Results: "Of the 21 women participants, 16 experienced a decrease (green bars) in the ratio of adducts to metabolites and conjugates, four remained the same (blue bars), and one had an increase (red bars). The decrease in the ratio after treatment was statistically significant. These results indicate that a treatment including NAC and Res can reduce depurinating estrogen-DNA adduct levels in people."
Conclusion: "Thus, NAC and Res, by inhibiting formation of depurinating estrogen-DNA adducts, maintain homeostasis in the metabolism of estrogens."

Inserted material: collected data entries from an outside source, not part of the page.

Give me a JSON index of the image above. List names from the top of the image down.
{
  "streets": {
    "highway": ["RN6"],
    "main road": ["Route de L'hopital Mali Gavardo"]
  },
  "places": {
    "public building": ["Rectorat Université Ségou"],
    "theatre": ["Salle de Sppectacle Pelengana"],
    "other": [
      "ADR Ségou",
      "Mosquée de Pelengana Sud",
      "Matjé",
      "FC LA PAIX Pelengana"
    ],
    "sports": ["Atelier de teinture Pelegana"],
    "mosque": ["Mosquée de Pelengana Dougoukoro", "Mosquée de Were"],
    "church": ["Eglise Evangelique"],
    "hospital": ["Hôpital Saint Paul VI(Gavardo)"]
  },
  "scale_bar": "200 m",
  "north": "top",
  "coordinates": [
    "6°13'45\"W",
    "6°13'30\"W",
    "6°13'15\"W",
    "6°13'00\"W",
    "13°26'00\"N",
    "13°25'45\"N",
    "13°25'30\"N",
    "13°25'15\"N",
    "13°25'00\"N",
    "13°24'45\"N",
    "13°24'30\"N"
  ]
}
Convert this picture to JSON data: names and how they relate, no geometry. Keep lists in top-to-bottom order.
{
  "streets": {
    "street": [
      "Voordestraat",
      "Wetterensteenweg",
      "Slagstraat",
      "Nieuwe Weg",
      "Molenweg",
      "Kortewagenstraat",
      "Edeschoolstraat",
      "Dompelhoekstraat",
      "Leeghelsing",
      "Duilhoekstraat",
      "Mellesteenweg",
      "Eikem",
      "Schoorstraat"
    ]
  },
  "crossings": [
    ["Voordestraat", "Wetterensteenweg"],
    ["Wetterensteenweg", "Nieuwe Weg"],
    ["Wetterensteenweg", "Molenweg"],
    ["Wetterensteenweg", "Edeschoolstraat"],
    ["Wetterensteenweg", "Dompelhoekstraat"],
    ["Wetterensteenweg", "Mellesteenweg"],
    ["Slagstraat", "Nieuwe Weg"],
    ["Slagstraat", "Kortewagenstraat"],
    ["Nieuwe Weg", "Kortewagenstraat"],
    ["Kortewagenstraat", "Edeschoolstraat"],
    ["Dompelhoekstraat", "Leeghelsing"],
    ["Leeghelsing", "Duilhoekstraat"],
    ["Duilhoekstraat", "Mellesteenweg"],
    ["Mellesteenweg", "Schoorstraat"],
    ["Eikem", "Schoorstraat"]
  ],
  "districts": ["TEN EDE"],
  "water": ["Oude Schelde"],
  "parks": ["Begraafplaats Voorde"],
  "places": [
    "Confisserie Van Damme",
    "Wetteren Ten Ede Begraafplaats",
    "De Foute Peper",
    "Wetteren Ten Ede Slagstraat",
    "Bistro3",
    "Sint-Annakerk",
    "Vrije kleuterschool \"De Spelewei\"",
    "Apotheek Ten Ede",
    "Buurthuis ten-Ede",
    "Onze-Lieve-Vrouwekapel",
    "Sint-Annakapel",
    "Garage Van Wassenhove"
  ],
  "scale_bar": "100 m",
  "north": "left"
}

(See Cavalieri E and Rogan E, Depurinating Estrogen-DNA Adducts, Generators of Cancer Initiation: Their Minimization Leads to Cancer Prevention, Clin Transl Med, 2016.)
The EDITORS wish to thank Dr. Ercole Cavalieri for his kind communication many years ago, in which he expressed his wish as a researcher to help breast cancer patients!
SEMINAL RESEARCH: SILENT SPRING INSTITUTE'S 2014 ENVIRONMENTAL CHEMICALS' STUDY WHICH CHEMICALS INCREASE BREAST CANCER RISK?
In the Rudel R et al. 2014 study, the researchers stated that, "Exposure to chemicals that cause rodent mammary gland tumors is common, but few studies have evaluated potential breast cancer risks of these chemicals in humans." In this study, the researchers, using biomarkers, " identified higher-priority chemicals or chemical families based on exposure and carcinogenicity ... resulting in 17 chemicals or groups of related chemicals" that increase the risk of breast cancer . These problematic chemicals include: 1,3 butadiene, Acrylamide, Aromatic amines (azo dyes are derivatives), Benzene, Halogenated organic solvents, EtO and 1,2 -propylene oxide (PO), Heterocyclic amines, Endogenous and pharmaceutical hormones and other endocrine disrupting hormones (EDCs), Flame Retardants and metabolites, MX, Nitro-PAHs, Ochratoxin A, PAHs, Nonhormonal pharmaceuticals, Styrene, and Perfluorooctanoic acid.(PFOA). (See Rudel A et al., New Exposure Biomarkers as Tools for Breast Cancer Epidemiology, Biomonitoring, and Prevention: A Systematic Approach Based on Animal Evidence, Environ Health Perspect, 2014.) Researcher Julia Brody, PHD, commented, "We're talking about chemicals that are in air pollution, diesel exhaust, gasoline, perfluorinated compounds - those are in non-stick and stain resistant surfaces - some flame retardants and a variety of chemicals that are in consumer products and workplaces."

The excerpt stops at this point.